Ohio Immigration Attorney Discusses the Extreme Backlog of H-1B Visas at the Vermont and California Processing Centers

Does the delay on the processing of your H-1B, employment-based non-immigrant visa make you feel like pulling your hair out? You are not alone. The USCIS in its infinite wisdom has decided that it will drastically increase its enforcement efforts, while at the same time not hiring new staff to adjudicate H-1B visas. As a result of this unfunded mandate to allocate resources that the services centers do not possess, both the California and Vermont Service centers are reporting absurd delays in processing H-1B petitions which were filed through the normal processing methods. Whether these laughable wait times are incidental to or a desired effect of the USCIS’s war against the H-1B visa, what is apparent is that this conflict has become a war of attrition with documented, bachelor’s degree-holding foreign nationals and their families enduring effects of the of the collateral damage.

What Caused the Delays to Increase so Drastically?

A variety of forces have converged to create this unfortunate result. After reporting processing times in the area of two months in early 2010, the service provided by these service centers has taken a drastic turn for the worse. First, we should begin by blaming everyone’s favorite scapegoat, the economy. Obviously, the economy, backed by speculation on the housing industry, crashed into a rescission in 2007. As always happens in a down economy, non-immigrants, who have no voting rights yet are taxed as any US citizen, are among the first to be targeted by political pundits from both sides of the aisle. Simply put, it is not politically popular for foreign nationals to have good jobs in American companies when US citizens are being laid off, even if these foreign nationals happen to hold master’s degree in software engineering. Therefore, pressure comes down from above to reduce the number of H-1B visas granted.
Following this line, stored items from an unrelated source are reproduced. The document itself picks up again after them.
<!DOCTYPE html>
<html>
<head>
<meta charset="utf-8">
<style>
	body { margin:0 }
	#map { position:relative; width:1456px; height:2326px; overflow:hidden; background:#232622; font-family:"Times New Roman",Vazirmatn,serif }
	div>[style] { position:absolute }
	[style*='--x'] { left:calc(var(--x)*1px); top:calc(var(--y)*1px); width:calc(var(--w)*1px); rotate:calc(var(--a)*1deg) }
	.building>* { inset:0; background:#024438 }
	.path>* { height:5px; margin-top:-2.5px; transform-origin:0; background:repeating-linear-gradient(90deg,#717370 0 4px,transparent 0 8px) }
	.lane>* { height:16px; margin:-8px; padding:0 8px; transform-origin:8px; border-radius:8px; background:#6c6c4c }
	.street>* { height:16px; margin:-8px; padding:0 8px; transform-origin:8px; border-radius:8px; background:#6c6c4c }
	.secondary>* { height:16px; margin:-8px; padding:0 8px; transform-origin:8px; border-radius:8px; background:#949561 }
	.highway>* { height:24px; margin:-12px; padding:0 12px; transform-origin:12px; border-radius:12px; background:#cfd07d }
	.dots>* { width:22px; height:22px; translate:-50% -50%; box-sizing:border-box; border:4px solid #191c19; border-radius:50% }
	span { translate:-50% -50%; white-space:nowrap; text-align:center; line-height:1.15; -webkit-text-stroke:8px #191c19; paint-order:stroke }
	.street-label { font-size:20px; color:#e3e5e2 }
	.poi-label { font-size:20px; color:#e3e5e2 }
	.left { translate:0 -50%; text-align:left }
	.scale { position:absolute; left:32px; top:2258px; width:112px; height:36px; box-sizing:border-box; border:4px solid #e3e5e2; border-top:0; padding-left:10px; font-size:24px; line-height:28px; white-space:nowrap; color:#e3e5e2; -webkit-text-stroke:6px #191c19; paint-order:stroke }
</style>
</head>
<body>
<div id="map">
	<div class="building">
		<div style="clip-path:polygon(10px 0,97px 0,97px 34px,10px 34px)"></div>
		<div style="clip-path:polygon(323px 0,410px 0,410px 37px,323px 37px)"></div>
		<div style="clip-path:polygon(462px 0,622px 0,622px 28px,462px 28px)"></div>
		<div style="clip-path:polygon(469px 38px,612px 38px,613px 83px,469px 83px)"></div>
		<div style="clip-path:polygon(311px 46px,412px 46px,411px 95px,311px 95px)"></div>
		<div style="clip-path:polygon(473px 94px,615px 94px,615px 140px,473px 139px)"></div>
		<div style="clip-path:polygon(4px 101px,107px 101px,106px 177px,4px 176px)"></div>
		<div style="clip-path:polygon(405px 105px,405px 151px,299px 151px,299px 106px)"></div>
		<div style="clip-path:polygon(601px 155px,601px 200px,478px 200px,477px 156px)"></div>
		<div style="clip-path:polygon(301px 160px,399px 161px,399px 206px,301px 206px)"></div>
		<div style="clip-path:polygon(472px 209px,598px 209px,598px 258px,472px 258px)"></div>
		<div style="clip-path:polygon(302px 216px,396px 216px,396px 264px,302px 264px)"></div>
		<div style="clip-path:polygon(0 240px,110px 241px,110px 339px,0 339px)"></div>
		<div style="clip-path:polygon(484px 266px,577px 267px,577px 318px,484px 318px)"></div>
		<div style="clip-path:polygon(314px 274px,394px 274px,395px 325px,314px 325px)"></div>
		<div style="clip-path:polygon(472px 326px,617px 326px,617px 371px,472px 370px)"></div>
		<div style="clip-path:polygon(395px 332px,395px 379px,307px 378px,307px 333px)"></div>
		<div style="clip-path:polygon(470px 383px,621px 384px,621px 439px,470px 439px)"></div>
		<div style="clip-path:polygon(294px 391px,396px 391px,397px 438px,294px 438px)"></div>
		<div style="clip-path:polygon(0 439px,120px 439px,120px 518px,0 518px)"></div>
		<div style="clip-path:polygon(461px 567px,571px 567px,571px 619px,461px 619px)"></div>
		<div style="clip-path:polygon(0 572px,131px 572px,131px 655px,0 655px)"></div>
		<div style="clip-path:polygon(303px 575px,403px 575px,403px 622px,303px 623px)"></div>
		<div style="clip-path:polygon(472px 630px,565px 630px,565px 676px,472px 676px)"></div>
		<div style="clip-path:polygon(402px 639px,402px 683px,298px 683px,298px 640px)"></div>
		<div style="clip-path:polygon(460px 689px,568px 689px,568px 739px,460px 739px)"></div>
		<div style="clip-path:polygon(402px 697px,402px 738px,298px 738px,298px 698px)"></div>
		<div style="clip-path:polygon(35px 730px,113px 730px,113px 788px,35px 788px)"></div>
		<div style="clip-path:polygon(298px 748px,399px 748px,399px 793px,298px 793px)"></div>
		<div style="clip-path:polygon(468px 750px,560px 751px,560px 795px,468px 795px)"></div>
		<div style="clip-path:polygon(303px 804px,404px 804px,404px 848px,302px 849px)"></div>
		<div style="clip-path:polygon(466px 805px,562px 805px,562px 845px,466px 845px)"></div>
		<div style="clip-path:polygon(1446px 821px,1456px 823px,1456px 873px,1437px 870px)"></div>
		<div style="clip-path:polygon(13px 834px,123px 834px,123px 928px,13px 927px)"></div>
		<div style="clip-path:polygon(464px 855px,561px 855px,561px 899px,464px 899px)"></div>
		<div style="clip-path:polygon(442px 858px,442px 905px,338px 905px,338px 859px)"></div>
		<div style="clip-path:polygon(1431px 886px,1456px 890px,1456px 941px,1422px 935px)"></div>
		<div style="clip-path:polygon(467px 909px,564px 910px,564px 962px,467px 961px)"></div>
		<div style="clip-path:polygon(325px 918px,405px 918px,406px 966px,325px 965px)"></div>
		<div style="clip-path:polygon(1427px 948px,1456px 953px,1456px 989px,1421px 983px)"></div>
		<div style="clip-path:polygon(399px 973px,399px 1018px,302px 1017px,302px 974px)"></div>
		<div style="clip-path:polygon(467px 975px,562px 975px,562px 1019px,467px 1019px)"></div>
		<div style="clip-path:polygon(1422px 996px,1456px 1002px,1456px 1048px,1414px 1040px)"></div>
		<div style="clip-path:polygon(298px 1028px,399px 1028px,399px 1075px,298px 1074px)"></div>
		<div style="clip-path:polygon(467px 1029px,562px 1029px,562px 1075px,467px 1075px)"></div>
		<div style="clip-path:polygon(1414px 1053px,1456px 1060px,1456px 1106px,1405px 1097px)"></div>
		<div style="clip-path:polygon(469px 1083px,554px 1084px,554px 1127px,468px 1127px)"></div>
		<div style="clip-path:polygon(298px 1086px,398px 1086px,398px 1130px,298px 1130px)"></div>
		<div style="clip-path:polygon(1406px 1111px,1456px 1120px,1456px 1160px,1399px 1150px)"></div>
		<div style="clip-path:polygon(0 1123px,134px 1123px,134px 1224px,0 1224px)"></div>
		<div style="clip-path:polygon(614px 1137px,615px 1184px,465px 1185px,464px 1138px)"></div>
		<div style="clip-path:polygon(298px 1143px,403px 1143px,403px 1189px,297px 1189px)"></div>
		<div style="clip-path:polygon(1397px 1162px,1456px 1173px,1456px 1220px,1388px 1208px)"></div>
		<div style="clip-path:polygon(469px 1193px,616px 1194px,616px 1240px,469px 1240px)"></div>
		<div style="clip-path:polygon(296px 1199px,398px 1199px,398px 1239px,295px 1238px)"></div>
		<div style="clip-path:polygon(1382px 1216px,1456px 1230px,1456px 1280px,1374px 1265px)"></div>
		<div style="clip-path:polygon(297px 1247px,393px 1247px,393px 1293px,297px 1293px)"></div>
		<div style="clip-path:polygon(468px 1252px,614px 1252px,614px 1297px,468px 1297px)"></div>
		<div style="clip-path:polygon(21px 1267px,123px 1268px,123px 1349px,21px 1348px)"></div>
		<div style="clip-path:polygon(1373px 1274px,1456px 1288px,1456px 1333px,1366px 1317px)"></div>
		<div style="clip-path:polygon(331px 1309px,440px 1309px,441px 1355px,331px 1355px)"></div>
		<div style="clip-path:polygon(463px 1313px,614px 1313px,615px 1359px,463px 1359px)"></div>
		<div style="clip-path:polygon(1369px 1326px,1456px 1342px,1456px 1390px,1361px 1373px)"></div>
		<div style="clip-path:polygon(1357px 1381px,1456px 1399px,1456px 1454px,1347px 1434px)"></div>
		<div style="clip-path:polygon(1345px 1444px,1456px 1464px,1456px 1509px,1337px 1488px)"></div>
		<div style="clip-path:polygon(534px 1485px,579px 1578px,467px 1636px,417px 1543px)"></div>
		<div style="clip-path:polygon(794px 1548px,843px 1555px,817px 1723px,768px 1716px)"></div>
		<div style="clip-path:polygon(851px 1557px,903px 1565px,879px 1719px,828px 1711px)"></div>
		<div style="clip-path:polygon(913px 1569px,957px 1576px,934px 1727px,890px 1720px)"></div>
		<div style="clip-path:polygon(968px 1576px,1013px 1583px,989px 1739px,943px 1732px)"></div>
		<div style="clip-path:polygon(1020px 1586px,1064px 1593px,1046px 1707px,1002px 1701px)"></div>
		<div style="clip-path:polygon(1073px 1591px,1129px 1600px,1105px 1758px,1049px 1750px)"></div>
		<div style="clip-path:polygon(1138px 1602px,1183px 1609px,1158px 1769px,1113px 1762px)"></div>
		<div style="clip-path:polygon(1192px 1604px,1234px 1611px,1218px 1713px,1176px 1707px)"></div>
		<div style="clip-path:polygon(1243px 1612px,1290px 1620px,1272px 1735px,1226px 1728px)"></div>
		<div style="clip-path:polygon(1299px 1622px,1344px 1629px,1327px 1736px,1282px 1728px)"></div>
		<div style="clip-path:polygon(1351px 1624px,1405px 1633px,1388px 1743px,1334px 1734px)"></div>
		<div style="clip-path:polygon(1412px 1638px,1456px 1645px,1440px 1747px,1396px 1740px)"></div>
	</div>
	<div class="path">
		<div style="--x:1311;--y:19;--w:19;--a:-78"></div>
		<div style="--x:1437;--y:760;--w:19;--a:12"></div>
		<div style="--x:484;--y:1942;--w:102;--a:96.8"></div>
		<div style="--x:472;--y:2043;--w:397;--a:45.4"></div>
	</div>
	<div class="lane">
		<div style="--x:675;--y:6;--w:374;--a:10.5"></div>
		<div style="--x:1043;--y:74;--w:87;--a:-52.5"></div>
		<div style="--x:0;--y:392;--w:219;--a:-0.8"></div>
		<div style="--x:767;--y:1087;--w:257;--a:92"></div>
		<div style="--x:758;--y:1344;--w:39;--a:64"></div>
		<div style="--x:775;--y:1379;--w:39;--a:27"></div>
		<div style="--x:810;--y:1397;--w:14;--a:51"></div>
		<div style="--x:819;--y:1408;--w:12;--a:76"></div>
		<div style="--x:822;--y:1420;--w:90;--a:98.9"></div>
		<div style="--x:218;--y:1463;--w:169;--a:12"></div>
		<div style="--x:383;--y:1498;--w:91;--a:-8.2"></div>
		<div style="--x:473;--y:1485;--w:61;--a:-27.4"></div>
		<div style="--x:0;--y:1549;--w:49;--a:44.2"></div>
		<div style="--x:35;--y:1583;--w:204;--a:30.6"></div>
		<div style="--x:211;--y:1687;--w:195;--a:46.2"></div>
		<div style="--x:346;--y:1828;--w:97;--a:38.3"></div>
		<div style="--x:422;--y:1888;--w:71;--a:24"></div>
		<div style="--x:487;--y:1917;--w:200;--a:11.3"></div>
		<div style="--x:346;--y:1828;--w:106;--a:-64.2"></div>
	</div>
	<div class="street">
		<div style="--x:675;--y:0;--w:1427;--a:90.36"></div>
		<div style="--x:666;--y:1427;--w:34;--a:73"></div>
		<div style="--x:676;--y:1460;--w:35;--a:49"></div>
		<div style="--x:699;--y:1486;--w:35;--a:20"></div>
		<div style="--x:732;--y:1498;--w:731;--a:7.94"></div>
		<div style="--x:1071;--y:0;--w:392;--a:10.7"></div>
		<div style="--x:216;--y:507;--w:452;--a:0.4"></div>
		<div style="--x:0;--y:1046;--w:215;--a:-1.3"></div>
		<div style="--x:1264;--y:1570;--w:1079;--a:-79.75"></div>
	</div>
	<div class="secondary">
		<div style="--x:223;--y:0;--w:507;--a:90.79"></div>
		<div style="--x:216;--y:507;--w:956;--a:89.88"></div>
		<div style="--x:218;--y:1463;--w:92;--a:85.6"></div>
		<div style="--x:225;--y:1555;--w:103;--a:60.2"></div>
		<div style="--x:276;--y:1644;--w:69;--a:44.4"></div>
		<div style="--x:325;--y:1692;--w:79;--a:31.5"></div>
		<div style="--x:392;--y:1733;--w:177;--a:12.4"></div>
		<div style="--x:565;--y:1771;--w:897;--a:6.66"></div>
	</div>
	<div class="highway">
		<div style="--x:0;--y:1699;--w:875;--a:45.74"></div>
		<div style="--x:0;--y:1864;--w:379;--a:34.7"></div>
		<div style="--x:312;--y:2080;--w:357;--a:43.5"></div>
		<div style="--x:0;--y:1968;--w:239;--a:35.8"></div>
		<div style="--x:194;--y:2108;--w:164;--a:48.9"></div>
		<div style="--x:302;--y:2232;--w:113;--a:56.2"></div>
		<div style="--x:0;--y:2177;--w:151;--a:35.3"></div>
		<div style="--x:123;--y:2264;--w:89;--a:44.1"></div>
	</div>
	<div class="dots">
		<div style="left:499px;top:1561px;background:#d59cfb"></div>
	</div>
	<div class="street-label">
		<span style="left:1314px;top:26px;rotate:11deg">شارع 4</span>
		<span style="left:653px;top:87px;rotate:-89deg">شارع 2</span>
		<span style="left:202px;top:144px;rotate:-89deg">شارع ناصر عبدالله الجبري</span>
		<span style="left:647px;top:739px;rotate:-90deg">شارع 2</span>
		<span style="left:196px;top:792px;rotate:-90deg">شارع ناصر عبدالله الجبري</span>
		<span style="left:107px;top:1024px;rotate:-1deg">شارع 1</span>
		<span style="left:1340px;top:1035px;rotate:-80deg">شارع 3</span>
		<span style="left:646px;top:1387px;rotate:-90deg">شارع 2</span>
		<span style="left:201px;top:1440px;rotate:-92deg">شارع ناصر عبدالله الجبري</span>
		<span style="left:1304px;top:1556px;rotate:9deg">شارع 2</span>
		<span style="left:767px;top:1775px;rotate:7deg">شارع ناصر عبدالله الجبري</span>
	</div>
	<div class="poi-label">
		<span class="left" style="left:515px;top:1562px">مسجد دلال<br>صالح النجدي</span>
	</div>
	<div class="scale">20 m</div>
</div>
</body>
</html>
However, this economic thinking is contrary to the reality of the H-1B visa landscape today. In 2009, H-1B visas were awarded at an extremely slow rate, indicating the demand for such workers was in line with demand for all workers, i.e. slow. Down from the usual pattern of selling out within hours of the new fiscal year opening, the H-1B visa cap was not reached until December of 2009, a span of nearly nine (9) months. The numbers do not indicate that H-1B workers were being hired before American workers who could do the same job. Moreover, H-1B workers provide a competitive advantage to many companies who cannot find enough Americans with specific skill sets in science and engineering here in the states. In any case, the economy has resulted in pressure being placed on the non-immigrant class of people in the United States, a people who are always the easiest target for politicos.

Secondly, the Neufeld memo of January 2010 mandated that the legal analysis of the requirement of “employer control” of H-1B employees that is incongruent with reality and more befitting the analysis of a “frolic” versus a “detour” in Tort law. The analysis of all H-1B visa applications involving computer consultants who are placed off-site under the Neufeld guidelines has resulted in an exponential increase in Requests for Additional Evidence (RFE) and Notice of Intent to Deny Decisions (NOID) issued by the USCIS. Visa petitions are adjudicated by living, breathing individual immigration officers. Every RFE doubles the amount of time needed to adjudicate an H-1B petition. Every notice of intent to deny contains a detailed argument and takes much more time to draft than an approval notice. Additionally, immigration lawyers have been including more and more evidence into each petition in an attempt to show that H-1B employers really do control their H-1B employees no matter where they happen to physically work. As a result of all of this paperwork, H-1B petitions that formerly took days to process are now estimated to take years to process. The USCIS has not indicated that it has or plans to hire additional officers to take care of this increase in workload. Therefore, the work keeps piling up on each immigration officer.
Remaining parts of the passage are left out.